_Exercise description_
Which lines of the listing below contain the word "setLineDash"? Copy each of them.

-- Working data follows --

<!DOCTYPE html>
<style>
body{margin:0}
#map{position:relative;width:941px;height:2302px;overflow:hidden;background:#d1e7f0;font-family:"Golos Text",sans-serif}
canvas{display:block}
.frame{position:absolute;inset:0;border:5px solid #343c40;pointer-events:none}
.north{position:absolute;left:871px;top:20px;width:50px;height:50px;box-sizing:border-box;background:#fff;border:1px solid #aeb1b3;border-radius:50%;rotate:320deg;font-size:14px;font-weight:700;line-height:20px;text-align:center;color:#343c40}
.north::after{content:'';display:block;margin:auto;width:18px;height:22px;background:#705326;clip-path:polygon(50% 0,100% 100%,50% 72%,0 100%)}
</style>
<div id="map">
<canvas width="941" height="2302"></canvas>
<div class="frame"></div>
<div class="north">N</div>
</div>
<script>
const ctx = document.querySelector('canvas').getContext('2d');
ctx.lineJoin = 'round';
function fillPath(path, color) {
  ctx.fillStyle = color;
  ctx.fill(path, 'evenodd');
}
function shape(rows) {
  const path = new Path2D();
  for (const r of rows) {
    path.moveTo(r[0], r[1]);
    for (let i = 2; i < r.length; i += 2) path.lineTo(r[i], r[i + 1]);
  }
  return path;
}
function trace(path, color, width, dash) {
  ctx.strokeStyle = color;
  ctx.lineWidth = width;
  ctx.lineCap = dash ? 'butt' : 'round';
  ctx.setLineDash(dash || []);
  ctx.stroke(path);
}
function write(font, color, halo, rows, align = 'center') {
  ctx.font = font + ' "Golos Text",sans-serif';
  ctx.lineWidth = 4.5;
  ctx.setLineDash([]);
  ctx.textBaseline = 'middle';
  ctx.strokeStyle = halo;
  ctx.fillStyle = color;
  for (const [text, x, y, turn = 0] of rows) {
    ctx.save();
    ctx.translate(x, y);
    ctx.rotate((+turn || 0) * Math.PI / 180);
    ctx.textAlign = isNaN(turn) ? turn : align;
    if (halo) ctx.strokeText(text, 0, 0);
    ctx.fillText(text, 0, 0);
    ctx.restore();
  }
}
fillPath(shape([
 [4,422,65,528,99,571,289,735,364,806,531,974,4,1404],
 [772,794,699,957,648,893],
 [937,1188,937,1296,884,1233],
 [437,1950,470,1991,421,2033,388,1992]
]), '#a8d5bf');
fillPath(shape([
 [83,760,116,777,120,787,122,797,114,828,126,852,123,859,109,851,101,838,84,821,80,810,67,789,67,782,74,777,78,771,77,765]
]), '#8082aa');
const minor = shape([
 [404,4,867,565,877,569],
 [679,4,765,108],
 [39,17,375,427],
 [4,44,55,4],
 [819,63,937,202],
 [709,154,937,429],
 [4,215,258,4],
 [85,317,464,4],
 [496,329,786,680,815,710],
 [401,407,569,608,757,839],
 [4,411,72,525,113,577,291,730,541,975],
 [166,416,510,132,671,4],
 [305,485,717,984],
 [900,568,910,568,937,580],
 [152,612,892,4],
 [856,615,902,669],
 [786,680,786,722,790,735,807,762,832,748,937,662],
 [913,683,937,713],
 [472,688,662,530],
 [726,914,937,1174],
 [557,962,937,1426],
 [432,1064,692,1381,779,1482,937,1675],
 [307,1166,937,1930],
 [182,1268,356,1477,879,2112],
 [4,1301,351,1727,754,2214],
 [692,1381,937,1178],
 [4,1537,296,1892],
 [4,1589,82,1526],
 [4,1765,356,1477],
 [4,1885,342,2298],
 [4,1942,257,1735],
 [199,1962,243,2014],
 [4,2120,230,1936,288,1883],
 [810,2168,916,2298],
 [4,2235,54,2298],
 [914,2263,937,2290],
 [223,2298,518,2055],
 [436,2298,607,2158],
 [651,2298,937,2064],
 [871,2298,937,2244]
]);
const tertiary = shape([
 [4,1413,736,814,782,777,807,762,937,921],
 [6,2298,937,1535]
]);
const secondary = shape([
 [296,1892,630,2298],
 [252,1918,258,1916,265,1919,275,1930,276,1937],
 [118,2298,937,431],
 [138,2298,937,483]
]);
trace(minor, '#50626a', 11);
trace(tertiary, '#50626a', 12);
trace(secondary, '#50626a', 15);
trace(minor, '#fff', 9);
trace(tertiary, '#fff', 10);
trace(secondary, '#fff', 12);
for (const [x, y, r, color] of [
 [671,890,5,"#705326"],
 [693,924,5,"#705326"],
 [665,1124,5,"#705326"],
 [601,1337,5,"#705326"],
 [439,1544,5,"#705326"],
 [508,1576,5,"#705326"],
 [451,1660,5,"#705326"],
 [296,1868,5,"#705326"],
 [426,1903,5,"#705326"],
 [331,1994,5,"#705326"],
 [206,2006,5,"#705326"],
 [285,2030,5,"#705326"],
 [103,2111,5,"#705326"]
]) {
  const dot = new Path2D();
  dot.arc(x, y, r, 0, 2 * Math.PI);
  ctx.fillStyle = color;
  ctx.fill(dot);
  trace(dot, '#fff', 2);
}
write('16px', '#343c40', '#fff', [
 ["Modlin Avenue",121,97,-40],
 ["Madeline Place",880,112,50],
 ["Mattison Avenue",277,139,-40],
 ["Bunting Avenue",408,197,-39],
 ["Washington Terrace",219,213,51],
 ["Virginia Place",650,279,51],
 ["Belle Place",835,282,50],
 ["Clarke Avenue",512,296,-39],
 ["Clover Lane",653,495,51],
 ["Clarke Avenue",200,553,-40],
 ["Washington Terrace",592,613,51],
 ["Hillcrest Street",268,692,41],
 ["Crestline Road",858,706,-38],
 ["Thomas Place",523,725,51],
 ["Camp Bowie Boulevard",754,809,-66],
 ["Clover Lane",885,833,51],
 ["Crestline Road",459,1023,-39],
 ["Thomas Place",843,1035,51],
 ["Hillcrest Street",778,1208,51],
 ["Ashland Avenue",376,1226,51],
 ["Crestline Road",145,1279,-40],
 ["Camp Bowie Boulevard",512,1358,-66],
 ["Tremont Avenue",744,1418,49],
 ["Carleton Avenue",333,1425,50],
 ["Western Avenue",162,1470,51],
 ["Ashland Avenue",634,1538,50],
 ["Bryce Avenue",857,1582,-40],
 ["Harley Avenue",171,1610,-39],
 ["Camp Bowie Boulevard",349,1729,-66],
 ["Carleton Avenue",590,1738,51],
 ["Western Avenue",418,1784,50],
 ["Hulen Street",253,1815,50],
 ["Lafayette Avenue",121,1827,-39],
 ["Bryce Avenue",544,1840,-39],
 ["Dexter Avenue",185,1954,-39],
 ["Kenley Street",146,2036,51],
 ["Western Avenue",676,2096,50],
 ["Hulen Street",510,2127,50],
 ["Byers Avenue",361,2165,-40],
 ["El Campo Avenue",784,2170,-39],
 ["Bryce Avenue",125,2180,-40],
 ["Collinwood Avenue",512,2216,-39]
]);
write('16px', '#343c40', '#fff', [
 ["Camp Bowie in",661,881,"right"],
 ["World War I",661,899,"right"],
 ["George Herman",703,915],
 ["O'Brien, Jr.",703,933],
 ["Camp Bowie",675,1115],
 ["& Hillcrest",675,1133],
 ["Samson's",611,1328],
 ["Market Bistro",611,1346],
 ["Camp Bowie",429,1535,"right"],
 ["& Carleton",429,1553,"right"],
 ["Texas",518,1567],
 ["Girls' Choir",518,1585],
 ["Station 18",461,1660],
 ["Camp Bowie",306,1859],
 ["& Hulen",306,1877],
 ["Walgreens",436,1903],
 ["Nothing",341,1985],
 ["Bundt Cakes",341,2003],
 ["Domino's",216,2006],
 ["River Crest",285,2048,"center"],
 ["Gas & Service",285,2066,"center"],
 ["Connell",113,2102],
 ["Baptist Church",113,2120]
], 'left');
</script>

-- Working data concluded --

_Output below_
  ctx.setLineDash(dash || []);
  ctx.setLineDash([]);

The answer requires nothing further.